Autor: Maria Carolina de Melo Amorim
Advogada criminalista em Recife (PE), graduada pela UFPE com especialização em Direito Penal e Processual Penal
A aplicação da Lei 11.719/08 vem trazendo pertinentes discussões acerca da interpretação dos seus dispositivos. E não poderia ser diferente, considerando o número de mudanças por ela trazidas e de Juízos criminais que a ela se submetem.
Dessa forma, é certo que tanto o Ministério Público quanto a defesa se vêm impelidos a contestar posicionamentos divergentes de julgadores acerca do mesmo dispositivo penal.
Uma dessas discussões versa acerca do pronunciamento pós-apresentação da defesa preliminar do acusado. Muitos juízes, acostumados com os sucintos e (des)fundamentados despachos de recebimento da denúncia, vêm aplicando a mesma “escassez” de palavras para dar continuidade ao feito quando não vislumbram hipótese de absolvição sumária.
Pensamos, no entanto, que expressões como “não sendo o caso de absolvição sumária, designe-se audiência de instrução” não contemplam, em absoluto, o escopo do legislador em antecipar o contraditório, mormente quando a defesa preliminar sustenta argumentos a respaldar uma das hipóteses de absolvição sumária do artigo 397 do CPP.
A Constituição Federal determina, em seu artigo 93, IX que “todos os julgamentos dos órgãos do Poder judiciário serão públicos, e fundamentadas todas as decisões, sob pena de nulidade (…)”.
Para o Direito Penal, o artigo 93, IX da CF/88, além de garantir a transparência da decisão, evitando abusos e arbitrariedades e possibilitando o controle da decisão pelos órgãos judiciais superiores, tem inquestionável importância para o exercício do direito de defesa, para o qual se faz mister o conhecimento das razões de decidir.
É cediço, em contrapartida, que os tribunais brasileiros já firmaram posição no sentido de que o despacho de recebimento da denúncia prescinde de fundamentação. O argumento utilizado, nesse tocante, é que tal despacho não contém carga decisória: “O juízo positivo de admissibilidade da demanda, em primeiro grau, não necessita de fundamentação porquanto não se qualifica, em regra, de ato decisório, nos termos do art. 93, inciso IX, 2ª parte, da Carta Magna (precedentes do Pretório Excelso e do STJ)”.
É certo, também, que a lei processual em vigor, com relação aos delitos cujo procedimento já previa a apresentação de resposta à denúncia (p.e., crimes de responsabilidade de funcionário público) somente exige fundamentação da decisão na hipótese de rejeição da queixa ou da denúncia (art. 516), silenciando nos casos de recebimento da inicial, cuja natureza da manifestação judicial seria, então, de decisão interlocutória simples, exprimindo um juízo de mera admissibilidade da acusação realizado a partir da singela constatação do preenchimento de seus pressupostos formais.

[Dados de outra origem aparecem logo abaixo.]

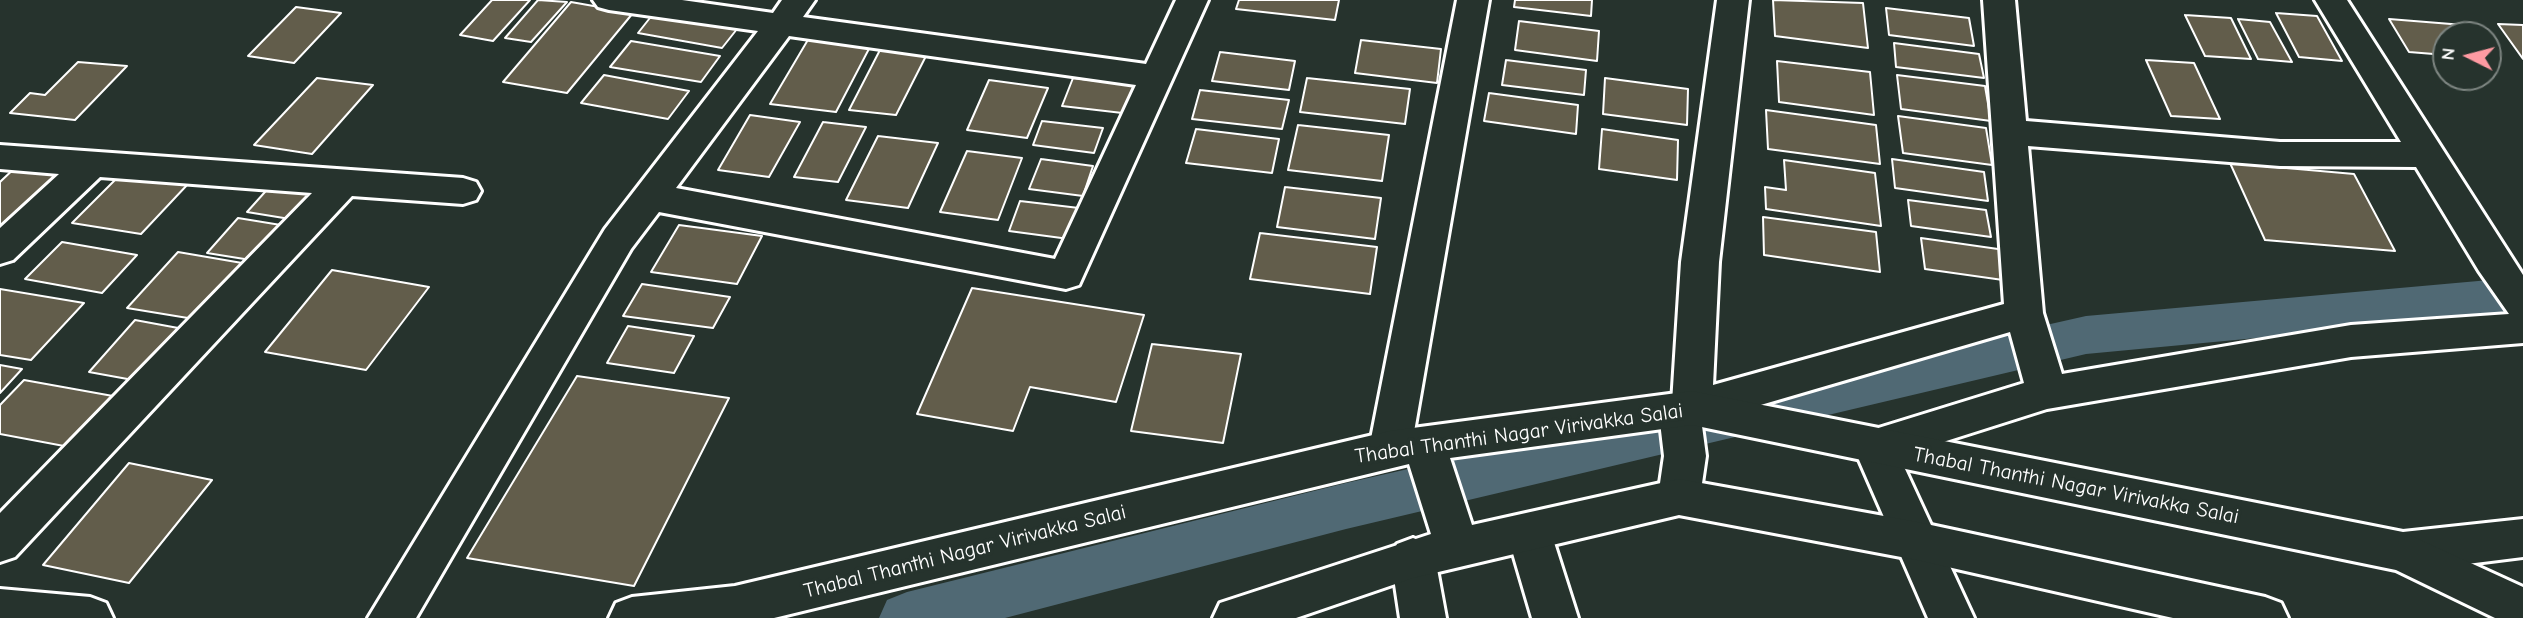 <!DOCTYPE html>
<html>
<head>
<meta charset="utf-8">
<style>
  body { margin:0 }
  #map { position:relative; width:2523px; height:618px; overflow:hidden; background:#26332d; font-family:"Comic Neue",sans-serif }
  canvas { display:block }
  .north { position:absolute; left:2432px; top:21px; width:70px; height:70px; box-sizing:border-box; background:#26332d; border:2px solid #7d8581; border-radius:50%; rotate:276deg; font-size:19px; font-weight:700; line-height:28px; text-align:center; color:#fff }
  .north::after { content:''; display:block; margin:auto; width:24px; height:32px; background:#ff9aa2; clip-path:polygon(50% 0,100% 100%,50% 72%,0 100%) }
</style>
</head>
<body>
<div id="map">
<canvas width="2523" height="618"></canvas>
<div class="north">N</div>
</div>
<script>
const c = document.querySelector('canvas').getContext('2d');
c.lineJoin = 'round';
function toPath(rows) {
  const path = new Path2D();
  for (const r of rows) {
    path.moveTo(r[0], r[1]);
    for (let i = 2; i < r.length; i += 2) path.lineTo(r[i], r[i + 1]);
  }
  return path;
}
function fill(path, color) {
  c.fillStyle = color;
  c.fill(path, 'evenodd');
}
function strokePath(path, color, width, dash) {
  c.strokeStyle = color;
  c.lineWidth = width;
  c.lineCap = dash ? 'butt' : 'round';
  c.setLineDash(dash || []);
  c.stroke(path);
}
function write(font, color, halo, rows, align = 'center') {
  c.font = font + ' "Comic Neue",sans-serif';
  c.lineWidth = 7;
  c.setLineDash([]);
  c.textBaseline = 'middle';
  c.strokeStyle = halo;
  c.fillStyle = color;
  for (const [text, x, y, turn = 0] of rows) {
    c.save();
    c.translate(x, y);
    c.rotate((+turn || 0) * Math.PI / 180);
    c.textAlign = isNaN(turn) ? turn : align;
    if (halo) c.strokeText(text, 0, 0);
    c.fillText(text, 0, 0);
    c.restore();
  }
}
fill(toPath([
  [2523,277,2523,313,2086,354,1346,529,1005,618,879,618,887,600,907,592,1346,483,2086,316,2523,277]
]), '#506974');
const building = toPath([
  [492,0,530,0,493,41,460,35,492,0],
  [538,0,567,2,531,42,505,38,538,0],
  [1239,0,1339,0,1335,20,1236,9,1239,0],
  [1515,0,1592,0,1591,16,1514,7,1515,0],
  [1773,0,1863,3,1868,48,1775,36,1773,0],
  [571,2,633,13,567,93,503,82,571,2],
  [296,7,341,13,294,63,248,56,296,7],
  [1886,8,1969,18,1974,46,1889,35,1886,8],
  [657,9,741,24,722,48,638,33,657,9],
  [2276,13,2317,16,2342,61,2299,57,2276,13],
  [2185,15,2231,18,2251,59,2205,56,2185,15],
  [2238,19,2270,22,2292,62,2258,59,2238,19],
  [2389,19,2476,26,2482,35,2446,35,2446,55,2409,52,2389,19],
  [1519,21,1599,31,1597,61,1515,50,1519,21],
  [2498,24,2523,25,2523,59,2498,24],
  [809,38,871,45,836,112,770,104,809,38],
  [1361,40,1441,49,1437,83,1355,73,1361,40],
  [631,41,720,56,701,82,610,67,631,41],
  [1894,43,1979,54,1984,78,1896,67,1894,43],
  [881,48,927,54,896,115,849,110,881,48],
  [1220,52,1295,61,1289,90,1212,81,1220,52],
  [1506,60,1586,70,1584,95,1502,85,1506,60],
  [2146,60,2194,63,2220,119,2171,116,2146,60],
  [1777,61,1870,72,1874,115,1779,102,1777,61],
  [78,62,127,66,75,120,10,113,30,93,45,95,78,62],
  [604,75,689,91,668,119,581,103,604,75],
  [1897,75,1985,86,1991,121,1901,109,1897,75],
  [317,78,373,85,312,154,254,145,317,78],
  [1073,78,1141,86,1131,114,1062,106,1073,78],
  [1307,78,1410,89,1405,124,1300,112,1307,78],
  [1605,78,1688,89,1687,125,1603,114,1605,78],
  [989,80,1048,88,1027,138,967,130,989,80],
  [1200,90,1289,100,1282,129,1192,119,1200,90],
  [1489,93,1578,105,1576,134,1484,121,1489,93],
  [1766,110,1876,125,1880,164,1768,149,1766,110],
  [750,115,800,122,769,177,718,170,750,115],
  [1898,116,1986,128,1992,165,1903,153,1898,116],
  [1042,121,1103,128,1094,153,1033,145,1042,121],
  [823,122,866,127,838,182,794,177,823,122],
  [1298,125,1389,135,1382,181,1288,170,1298,125],
  [1196,129,1279,139,1272,173,1186,163,1196,129],
  [1602,129,1678,140,1677,180,1599,169,1602,129],
  [878,136,938,143,908,208,846,200,878,136],
  [967,151,1022,158,998,220,940,212,967,151],
  [1041,159,1093,166,1083,196,1029,189,1041,159],
  [1892,159,1984,172,1988,201,1895,188,1892,159],
  [1784,160,1875,173,1881,226,1766,209,1765,187,1786,190,1784,160],
  [2230,163,2354,174,2395,251,2265,240,2230,163],
  [19,164,73,172,0,236,0,182,19,164],
  [121,174,188,184,141,234,72,223,121,174],
  [273,183,321,191,296,220,247,212,273,183],
  [1285,187,1381,198,1375,239,1277,227,1285,187],
  [1908,200,1986,210,1991,237,1911,226,1908,200],
  [1020,201,1079,208,1069,239,1009,231,1020,201],
  [1763,217,1876,232,1880,272,1764,255,1763,217],
  [238,218,293,227,263,262,207,253,238,218],
  [679,225,762,236,737,284,651,272,679,225],
  [1260,233,1377,247,1370,294,1250,279,1260,233],
  [1921,238,2005,250,2010,281,1925,269,1921,238],
  [62,242,137,255,102,293,25,279,62,242],
  [178,252,248,264,200,320,127,308,178,252],
  [332,270,429,287,366,370,265,352,332,270],
  [642,284,730,297,713,328,623,316,642,284],
  [972,288,1144,315,1116,402,1030,387,1013,431,917,414,972,288],
  [0,289,84,303,31,360,0,355,0,289],
  [135,320,189,330,144,382,89,372,135,320],
  [628,326,694,336,674,373,607,363,628,326],
  [1152,344,1241,354,1223,443,1131,431,1152,344],
  [0,365,22,369,0,393,0,365],
  [577,376,729,398,634,586,467,558,577,376],
  [24,380,124,398,80,449,0,434,0,405,24,380],
  [129,463,212,480,129,583,43,565,129,463]
]);
fill(building, '#625d4b');
strokePath(building, '#fff', 2);
const minor = toPath([
  [593,0,682,0,773,13,782,0,815,0,803,17,1146,64,1176,0,1208,0,1079,285,1066,289,659,212,631,249,416,618,368,618,605,229,758,31,609,10,598,7,593,0],
  [789,36,1136,85,1055,259,676,188,789,36],
  [1457,0,1489,0,1411,449,1405,461,1390,467,1375,461,1369,449,1457,0],
  [1717,0,1749,0,1719,262,1713,385,2004,304,1983,0,2015,0,2026,121,2280,142,2401,142,2315,0,2347,0,2523,275,2523,343,2351,357,2047,409,1899,456,1974,618,1928,618,1853,446,1859,434,2024,383,2010,332,1706,421,1702,426,1706,456,1700,497,1694,510,1679,515,1664,510,1658,497,1664,456,1660,422,1672,403,1681,262,1717,0],
  [2028,146,2280,166,2416,167,2479,271,2509,314,2351,325,2062,374,2043,313,2028,146],
  [0,145,463,178,476,182,481,191,476,200,463,204,352,196,15,557,0,562,0,513,312,193,100,177,13,260,0,264,0,228,59,174,0,169,0,145],
  [1529,514,1544,519,1551,533,1578,618,1532,618,1507,533,1514,519,1529,514],
  [2523,519,2523,557,2403,572,2387,566,2381,552,2387,538,2403,532,2523,519],
  [1413,538,1429,544,1435,558,1446,618,1400,618,1391,558,1397,544,1413,538]
]);
const major = toPath([
  [1692,391,2403,532,2523,587,2523,618,2495,618,2396,570,1692,425,1450,458,1472,525,1679,479,1917,522,2265,597,2281,603,2288,618,2173,618,1917,560,1679,515,1413,578,1296,618,1213,618,1220,603,1431,534,1409,464,774,618,609,618,616,603,632,597,735,586,1390,431,1692,391],
  [0,589,90,597,106,603,113,618,0,618,0,589]
]);
strokePath(minor, '#fff', 6);
strokePath(major, '#fff', 6);
fill(minor, '#26332d');
fill(major, '#26332d');
write('21px', '#fff', '#26332d', [
  ["Thabal Thanthi Nagar Virivakka Salai",1519,434,-8],
  ["Thabal Thanthi Nagar Virivakka Salai",2076,486,11],
  ["Thabal Thanthi Nagar Virivakka Salai",965,552,-14]
]);
</script>
</body>
</html>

Dispensada estaria, por conseguinte, uma incursão aprofundada no mérito da acusação.
Nesse raciocínio, a adoção da defesa preliminar prevista pela reforma do CPP poderia seguir o mesmo procedimento, ou seja, apenas quando fosse o caso de absolver sumariamente o réu ter-se-ia a necessidade de expor as razões do decidir. Não é o que acreditamos, no entanto.
Ora, se a defesa reputa presente uma das causas de absolvição sumária, a decisão contrária ao seu requerimento, ao estabelecer o prosseguimento do feito, não pode ser comparada a uma decisão interlocutória simples, que prescinda de justificativa. Isto porque, com a divisão em duas partes do juízo de admissibilidade das imputações (art. 396, caput e art. 399, caput), estabeleceu-se uma nova oportunidade de análise da denúncia, desta vez não apenas formal, mas relacionada ao mérito da demanda penal, que implica em coisa julgada material. A decisão do magistrado acerca da situação posta, nesse momento, não pode fugir aos argumentos expostos pelo réu.
Assim, sem entrar nas discussões travadas na doutrina acerca do momento de recebimento da exordial, se quando da aplicação do art. 396, caput (hipótese de não rejeição) ou se por ocasião do artigo 399, caput (após a apresentação da defesa preliminar), afirmamos que, se no primeiro momento a análise judicial volta-se tão somente a verificar se a peça vestibular faz jus à composição dos artigos 41 e 395 do CPP, a situação é bem diversa quando o despacho se dá após a apresentação das razões de defesa, com pedido de absolvição sumária. Se as razões defensivas se voltaram ao mérito da demanda, estabelecendo o contraditório, a resposta jurisdicional não pode se furtar a apreciar a (in)viabilidade da persecutio criminis, sendo vedado ao julgador realizar ponderações vagas e imprecisas através de despachos meramente ordinatórios designando audiência de instrução e julgamento.
Entender de forma contrária, aliás, seria desconsiderar a importância da defesa preliminar, tratando-a como mera antecipação dos argumentos defensórios outrora trazidos somente em sede de alegações finais. Não pode passar despercebida, porém, a relevância que o legislador deu à apresentação daquela defesa, tornando-a peça obrigatória, ao exigir a nomeação de defensor ao réu se o advogado constituído não cumprir o prazo legal de 10 (dez) dias (art. 396-A, § 2º).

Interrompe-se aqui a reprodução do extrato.